The options are set via additional keyword arguments:
dev = qml.device(
'qiskit.aer',
wires=2,
backend='unitary_simulator',
validation_threshold=1e-6
)
For more information on available methods and their options, please visit the AerSimulator documentation.
Warning
The AerSimulator
methods "stabilizer"
, "extended_stabilizer"
, "matrix_product_state"
,
and "superop"
are currently not supported.
Noise models¶
One great feature of the 'qiskit.aer'
device is the ability to simulate noise.
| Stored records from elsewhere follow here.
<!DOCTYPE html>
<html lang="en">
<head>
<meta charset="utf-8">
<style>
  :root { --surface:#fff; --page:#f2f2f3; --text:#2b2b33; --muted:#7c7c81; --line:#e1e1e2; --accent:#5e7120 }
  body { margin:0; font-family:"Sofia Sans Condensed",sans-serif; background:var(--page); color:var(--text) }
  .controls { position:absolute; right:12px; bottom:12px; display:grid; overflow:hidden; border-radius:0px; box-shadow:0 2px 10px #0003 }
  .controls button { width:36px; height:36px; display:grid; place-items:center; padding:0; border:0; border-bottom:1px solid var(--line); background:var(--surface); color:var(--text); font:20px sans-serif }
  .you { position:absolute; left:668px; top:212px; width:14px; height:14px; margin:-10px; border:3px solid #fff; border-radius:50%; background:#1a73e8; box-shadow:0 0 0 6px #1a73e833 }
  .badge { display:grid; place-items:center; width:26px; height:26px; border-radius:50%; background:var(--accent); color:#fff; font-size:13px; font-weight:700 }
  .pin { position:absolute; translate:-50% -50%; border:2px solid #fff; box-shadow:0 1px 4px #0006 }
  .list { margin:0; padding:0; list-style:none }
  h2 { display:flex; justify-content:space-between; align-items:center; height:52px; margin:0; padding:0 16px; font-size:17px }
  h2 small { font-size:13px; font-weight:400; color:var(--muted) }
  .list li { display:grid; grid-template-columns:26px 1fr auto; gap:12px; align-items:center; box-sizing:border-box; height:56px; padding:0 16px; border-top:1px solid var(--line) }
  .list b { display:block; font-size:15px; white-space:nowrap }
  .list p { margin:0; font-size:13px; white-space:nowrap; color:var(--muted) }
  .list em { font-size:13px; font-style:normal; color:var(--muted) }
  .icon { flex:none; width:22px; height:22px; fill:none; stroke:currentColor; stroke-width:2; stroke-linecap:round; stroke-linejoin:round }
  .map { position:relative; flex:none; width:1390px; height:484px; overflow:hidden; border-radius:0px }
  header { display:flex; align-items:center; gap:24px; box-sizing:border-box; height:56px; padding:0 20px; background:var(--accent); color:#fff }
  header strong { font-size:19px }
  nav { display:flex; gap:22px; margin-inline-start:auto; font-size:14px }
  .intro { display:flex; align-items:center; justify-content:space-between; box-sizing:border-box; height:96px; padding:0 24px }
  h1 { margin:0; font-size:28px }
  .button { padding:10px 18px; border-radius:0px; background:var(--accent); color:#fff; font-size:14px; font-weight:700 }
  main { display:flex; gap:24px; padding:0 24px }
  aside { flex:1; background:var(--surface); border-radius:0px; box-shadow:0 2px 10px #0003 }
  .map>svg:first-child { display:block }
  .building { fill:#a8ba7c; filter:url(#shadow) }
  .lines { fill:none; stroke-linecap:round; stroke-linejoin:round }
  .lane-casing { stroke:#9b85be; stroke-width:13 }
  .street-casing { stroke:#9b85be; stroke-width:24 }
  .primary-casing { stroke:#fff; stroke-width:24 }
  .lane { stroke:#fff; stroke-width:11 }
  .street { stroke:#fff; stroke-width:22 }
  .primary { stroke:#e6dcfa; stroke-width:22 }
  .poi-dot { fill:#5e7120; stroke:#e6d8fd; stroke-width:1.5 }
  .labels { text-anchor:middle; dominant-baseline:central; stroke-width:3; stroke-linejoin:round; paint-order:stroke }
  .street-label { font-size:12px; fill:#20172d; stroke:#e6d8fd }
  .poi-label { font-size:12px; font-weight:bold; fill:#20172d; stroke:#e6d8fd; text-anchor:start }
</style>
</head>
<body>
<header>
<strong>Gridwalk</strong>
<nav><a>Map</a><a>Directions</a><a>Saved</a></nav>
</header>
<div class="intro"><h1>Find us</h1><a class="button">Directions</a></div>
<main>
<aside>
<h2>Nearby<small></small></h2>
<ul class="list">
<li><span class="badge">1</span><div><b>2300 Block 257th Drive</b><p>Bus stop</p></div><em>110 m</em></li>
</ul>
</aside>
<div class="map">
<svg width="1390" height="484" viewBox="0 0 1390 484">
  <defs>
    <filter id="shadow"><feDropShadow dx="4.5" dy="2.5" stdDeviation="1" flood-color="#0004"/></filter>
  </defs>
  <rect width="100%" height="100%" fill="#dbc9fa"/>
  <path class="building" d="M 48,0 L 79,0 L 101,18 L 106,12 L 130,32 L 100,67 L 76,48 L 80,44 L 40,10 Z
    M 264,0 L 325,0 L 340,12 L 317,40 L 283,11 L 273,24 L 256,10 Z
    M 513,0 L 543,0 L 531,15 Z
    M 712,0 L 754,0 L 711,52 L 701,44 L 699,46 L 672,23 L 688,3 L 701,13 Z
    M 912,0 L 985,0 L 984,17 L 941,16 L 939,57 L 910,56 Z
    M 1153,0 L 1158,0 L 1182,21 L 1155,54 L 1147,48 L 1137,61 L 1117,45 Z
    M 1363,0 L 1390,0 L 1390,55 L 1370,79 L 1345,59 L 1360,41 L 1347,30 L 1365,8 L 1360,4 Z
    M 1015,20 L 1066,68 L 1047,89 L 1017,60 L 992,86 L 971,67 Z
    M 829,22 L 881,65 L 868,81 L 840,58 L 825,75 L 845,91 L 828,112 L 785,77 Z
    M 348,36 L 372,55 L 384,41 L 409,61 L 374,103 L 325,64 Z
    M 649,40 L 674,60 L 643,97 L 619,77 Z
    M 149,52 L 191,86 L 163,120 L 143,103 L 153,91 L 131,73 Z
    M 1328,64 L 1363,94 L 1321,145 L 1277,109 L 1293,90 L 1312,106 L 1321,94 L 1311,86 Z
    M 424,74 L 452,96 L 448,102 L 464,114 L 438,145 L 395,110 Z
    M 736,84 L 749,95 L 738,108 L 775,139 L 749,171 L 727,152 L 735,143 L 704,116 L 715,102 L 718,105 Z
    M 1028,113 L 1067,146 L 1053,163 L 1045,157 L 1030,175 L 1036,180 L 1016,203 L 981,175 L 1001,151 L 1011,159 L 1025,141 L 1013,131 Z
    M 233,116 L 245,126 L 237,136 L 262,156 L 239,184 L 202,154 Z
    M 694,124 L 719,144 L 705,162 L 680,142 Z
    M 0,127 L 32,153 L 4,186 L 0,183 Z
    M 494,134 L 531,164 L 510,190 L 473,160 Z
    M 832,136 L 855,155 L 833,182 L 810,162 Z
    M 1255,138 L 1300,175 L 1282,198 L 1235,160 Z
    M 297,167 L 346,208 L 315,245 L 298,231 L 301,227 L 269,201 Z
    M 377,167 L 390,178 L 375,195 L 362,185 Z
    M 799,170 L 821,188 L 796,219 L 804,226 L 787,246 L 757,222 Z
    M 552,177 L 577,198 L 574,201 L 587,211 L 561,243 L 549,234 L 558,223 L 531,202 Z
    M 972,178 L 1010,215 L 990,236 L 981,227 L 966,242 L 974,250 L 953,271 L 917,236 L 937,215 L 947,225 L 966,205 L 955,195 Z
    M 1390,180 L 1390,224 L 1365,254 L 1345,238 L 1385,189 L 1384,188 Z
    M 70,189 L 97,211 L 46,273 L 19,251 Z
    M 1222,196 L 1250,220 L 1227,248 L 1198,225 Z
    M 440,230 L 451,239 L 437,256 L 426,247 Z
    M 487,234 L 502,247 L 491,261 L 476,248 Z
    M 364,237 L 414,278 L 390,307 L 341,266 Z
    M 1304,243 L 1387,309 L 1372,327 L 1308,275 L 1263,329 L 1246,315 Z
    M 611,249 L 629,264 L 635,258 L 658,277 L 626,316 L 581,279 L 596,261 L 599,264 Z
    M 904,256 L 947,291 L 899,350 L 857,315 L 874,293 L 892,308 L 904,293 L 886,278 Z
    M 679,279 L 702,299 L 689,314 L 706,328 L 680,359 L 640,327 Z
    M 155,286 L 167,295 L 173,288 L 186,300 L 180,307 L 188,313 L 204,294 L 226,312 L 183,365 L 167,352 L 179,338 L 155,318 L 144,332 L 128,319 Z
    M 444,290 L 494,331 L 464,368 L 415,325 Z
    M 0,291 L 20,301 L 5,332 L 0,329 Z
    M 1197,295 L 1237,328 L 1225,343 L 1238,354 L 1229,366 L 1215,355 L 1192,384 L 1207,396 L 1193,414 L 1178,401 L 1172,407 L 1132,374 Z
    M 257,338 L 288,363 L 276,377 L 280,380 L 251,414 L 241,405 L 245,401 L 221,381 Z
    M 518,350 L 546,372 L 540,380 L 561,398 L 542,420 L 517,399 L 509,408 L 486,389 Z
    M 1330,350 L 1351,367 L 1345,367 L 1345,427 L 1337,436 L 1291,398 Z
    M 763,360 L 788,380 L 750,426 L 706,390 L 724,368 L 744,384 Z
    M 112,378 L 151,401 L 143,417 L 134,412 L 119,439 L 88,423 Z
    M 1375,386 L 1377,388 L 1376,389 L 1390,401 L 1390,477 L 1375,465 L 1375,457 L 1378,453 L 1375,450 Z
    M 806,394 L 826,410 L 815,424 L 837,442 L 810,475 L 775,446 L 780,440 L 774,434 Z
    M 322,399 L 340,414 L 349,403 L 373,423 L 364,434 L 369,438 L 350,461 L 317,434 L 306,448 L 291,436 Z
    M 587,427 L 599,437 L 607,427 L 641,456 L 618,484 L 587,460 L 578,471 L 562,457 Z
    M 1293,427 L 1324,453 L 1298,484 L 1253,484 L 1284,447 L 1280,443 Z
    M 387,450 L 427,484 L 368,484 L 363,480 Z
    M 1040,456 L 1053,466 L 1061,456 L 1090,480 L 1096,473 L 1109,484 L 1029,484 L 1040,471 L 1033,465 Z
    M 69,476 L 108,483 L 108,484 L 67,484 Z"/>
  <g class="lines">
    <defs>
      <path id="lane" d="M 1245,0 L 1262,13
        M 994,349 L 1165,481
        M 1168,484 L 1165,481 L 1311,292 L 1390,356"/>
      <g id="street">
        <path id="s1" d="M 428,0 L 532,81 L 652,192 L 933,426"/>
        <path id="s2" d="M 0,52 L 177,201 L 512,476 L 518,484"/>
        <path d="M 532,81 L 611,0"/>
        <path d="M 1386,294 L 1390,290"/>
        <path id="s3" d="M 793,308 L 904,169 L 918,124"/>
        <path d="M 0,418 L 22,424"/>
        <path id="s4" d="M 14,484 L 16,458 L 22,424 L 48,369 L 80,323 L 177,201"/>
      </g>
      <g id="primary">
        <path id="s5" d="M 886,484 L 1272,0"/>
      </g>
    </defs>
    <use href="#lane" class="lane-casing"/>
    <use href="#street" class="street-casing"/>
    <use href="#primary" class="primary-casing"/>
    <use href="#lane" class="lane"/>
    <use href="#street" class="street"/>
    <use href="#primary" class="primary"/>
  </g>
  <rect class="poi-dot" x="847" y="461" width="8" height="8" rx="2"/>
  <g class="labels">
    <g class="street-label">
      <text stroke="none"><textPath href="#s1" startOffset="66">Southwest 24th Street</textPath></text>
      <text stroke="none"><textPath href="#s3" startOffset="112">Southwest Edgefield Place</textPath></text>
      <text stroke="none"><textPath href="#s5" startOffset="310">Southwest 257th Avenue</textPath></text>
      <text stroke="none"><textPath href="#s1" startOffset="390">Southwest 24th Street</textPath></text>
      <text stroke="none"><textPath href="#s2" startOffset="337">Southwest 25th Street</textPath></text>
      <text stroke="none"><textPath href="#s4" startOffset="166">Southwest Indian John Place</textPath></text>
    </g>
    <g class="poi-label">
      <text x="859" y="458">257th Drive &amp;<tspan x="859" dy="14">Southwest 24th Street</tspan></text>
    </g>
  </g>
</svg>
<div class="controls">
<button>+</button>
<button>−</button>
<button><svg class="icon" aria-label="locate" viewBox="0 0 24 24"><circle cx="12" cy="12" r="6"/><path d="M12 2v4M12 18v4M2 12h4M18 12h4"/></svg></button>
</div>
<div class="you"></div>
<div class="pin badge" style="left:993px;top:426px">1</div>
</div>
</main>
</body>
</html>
There are different noise models,
which you can instantiate and apply to the device as follows
(adapting this qiskit tutorial):
import pennylane as qml
import qiskit
import qiskit.providers.aer.noise as noise
# Error probabilities
prob_1 = 0.001 # 1-qubit gate
prob_2 = 0.01 # 2-qubit gate
# Depolarizing quantum errors
error_1 = noise.depolarizing_error(prob_1, 1)
error_2 = noise.depolarizing_error(prob_2, 2)
# Add errors to noise model
noise_model = noise.NoiseModel()
noise_model.add_all_qubit_quantum_error(error_1, ['u1', 'u2', 'u3'])
noise_model.add_all_qubit_quantum_error(error_2, ['cx'])
# Create a PennyLane device
dev = qml.device('qiskit.aer', wires=2, noise_model=noise_model)
# Create a PennyLane quantum node run on the device
@qml.qnode(dev)
def circuit(x, y, z):
qml.RZ(z, wires=[0])
qml.RY(y, wires=[0])
qml.RX(x, wires=[0])
qml.CNOT(wires=[0, 1])
return qml.expval(qml.PauliZ(wires=1))
# Result of noisy simulator
print(circuit(0.2, 0.1, 0.3))
Please refer to the Qiskit documentation for more information on noise models.